Internal local authority auditors should be independent from the finance function and report to an audit committee, according to the Institute of Internal Auditors.

The IIA-UK, which has lobbied private and public-sector bodies to adopt the approach, believes the need for new internal audit procedures in local government has been underlined by revelations of an increase in internally generated fraud in councils nationwide – a point echoed by the publication of the local government Bill.

Bill Bolton, IIA-UK technical director and adviser, said: ‘The purpose of our paper is fourfold. It aims to bring local government internal audit into line with best practice in the private sector.

‘It provides guidance on how councils can improve the effectiveness of their internal audit service. It gets members involved and, finally, it creates awareness of the importance of decisions required from councillors as a result of revised regulation.’

The guidance highlights three prerequisites for effective internal auditing: the right status and role to ensure organisational independence and objectivity, appropriately qualified staff, and use of up-to-date auditing techniques.

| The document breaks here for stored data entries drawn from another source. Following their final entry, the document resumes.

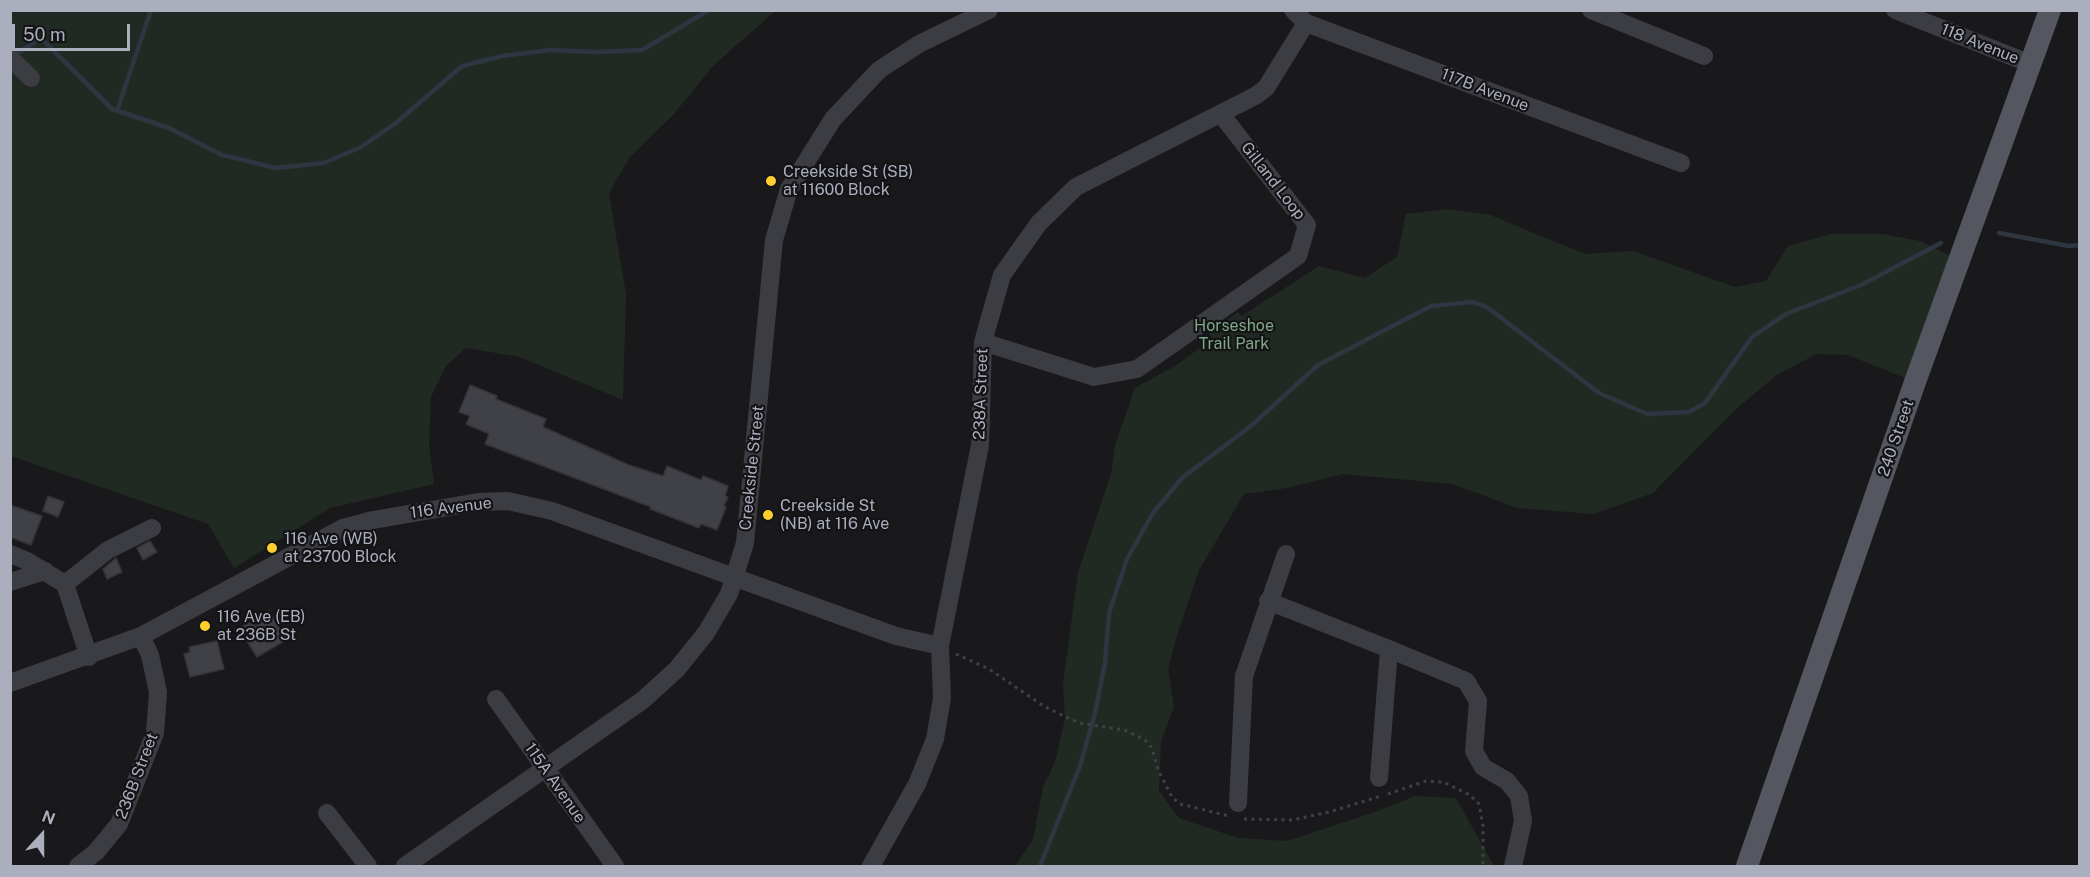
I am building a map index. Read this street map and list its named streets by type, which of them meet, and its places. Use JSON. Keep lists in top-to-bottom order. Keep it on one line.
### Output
{"streets":{"main road":["240 Street"],"street":["118 Avenue","117B Avenue","Gilland Loop","238A Street","Creekside Street","116 Avenue","236B Street","115A Avenue"]},"crossings":[["118 Avenue","240 Street"],["117B Avenue","238A Street"],["Gilland Loop","238A Street"],["238A Street","116 Avenue"],["Creekside Street","116 Avenue"],["Creekside Street","115A Avenue"],["116 Avenue","236B Street"]],"parks":["Horseshoe Trail Park"],"places":["Creekside St (SB) at 11600 Block","Creekside St (NB) at 116 Ave","116 Ave (WB) at 23700 Block","116 Ave (EB) at 236B St"],"scale_bar":"50 m","north":"top"}
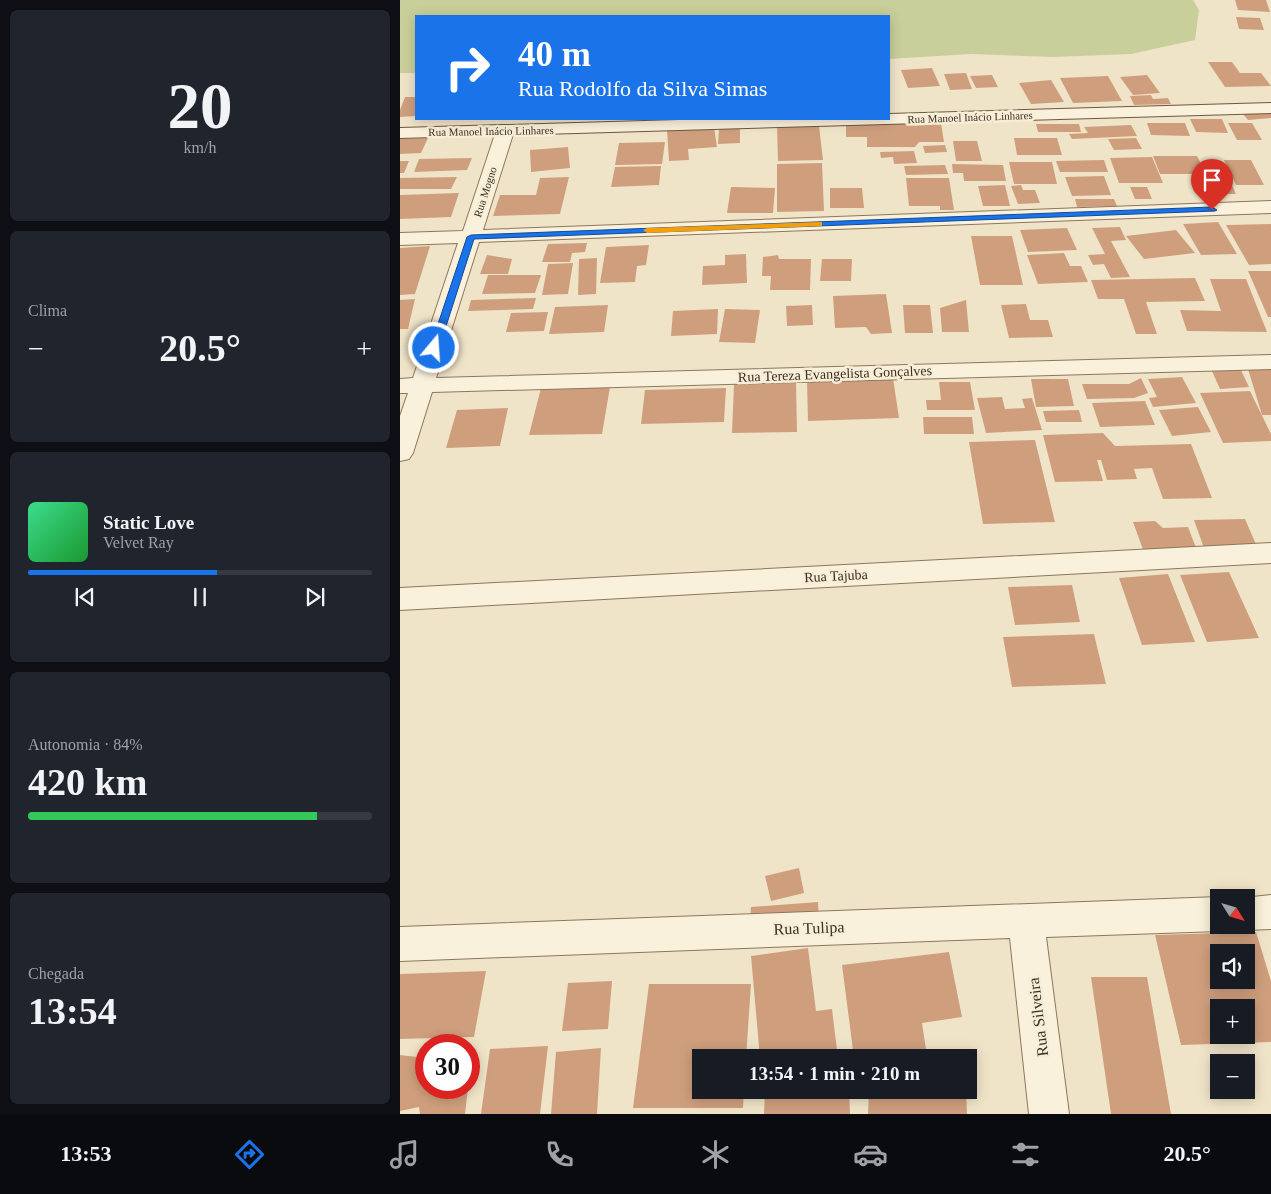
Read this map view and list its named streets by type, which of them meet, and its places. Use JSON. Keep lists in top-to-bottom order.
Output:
{
  "streets": {
    "street": [
      "Rua Manoel Inácio Linhares",
      "Rua Mogno",
      "Rua Tereza Evangelista Gonçalves",
      "Rua Tajuba",
      "Rua Tulipa",
      "Rua Silveira"
    ]
  },
  "crossings": [
    ["Rua Manoel Inácio Linhares", "Rua Mogno"],
    ["Rua Mogno", "Rua Tereza Evangelista Gonçalves"],
    ["Rua Tulipa", "Rua Silveira"]
  ],
  "north": "bottom right",
  "page": {
    "tile": [
      ["20", "km/h"],
      "Clima",
      ["Autonomia · 84%", "420 km"],
      ["Chegada", "13:54"]
    ],
    "turn": ["40 m", "Rua Rodolfo da Silva Simas"],
    "heat": ["−", "20.5°", "+"],
    "song": ["Static Love", "Velvet Ray"],
    "map_buttons": ["+", "−"],
    "limit": "30",
    "trip": "13:54 · 1 min · 210 m",
    "tabs": ["13:53", "20.5°"]
  }
}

Among the issues discussed are the introduction of professional standards and guidelines; the influence of the CIPFA audit panel in local government; and the need for enhanced status and contribution following public loss of confidence in the ability of the members to control council activities.

According to the guidelines, one of the main advantages of an audit committee is that it provides a forum for involving elected members in the auditing and control process. The audit committee would report to the council on the adequacy of the system of internal controls, including fraud prevention and a review of internal audit work, the guide adds.

Chris Hurford, chairman of the CIPFA Audit Panel, said: ‘The guidance is a valuable contribution but I feel it is a starting point. Local government auditing has a powerful oversight – the Audit Commission – which might be something the IIA has not teased out in its work.’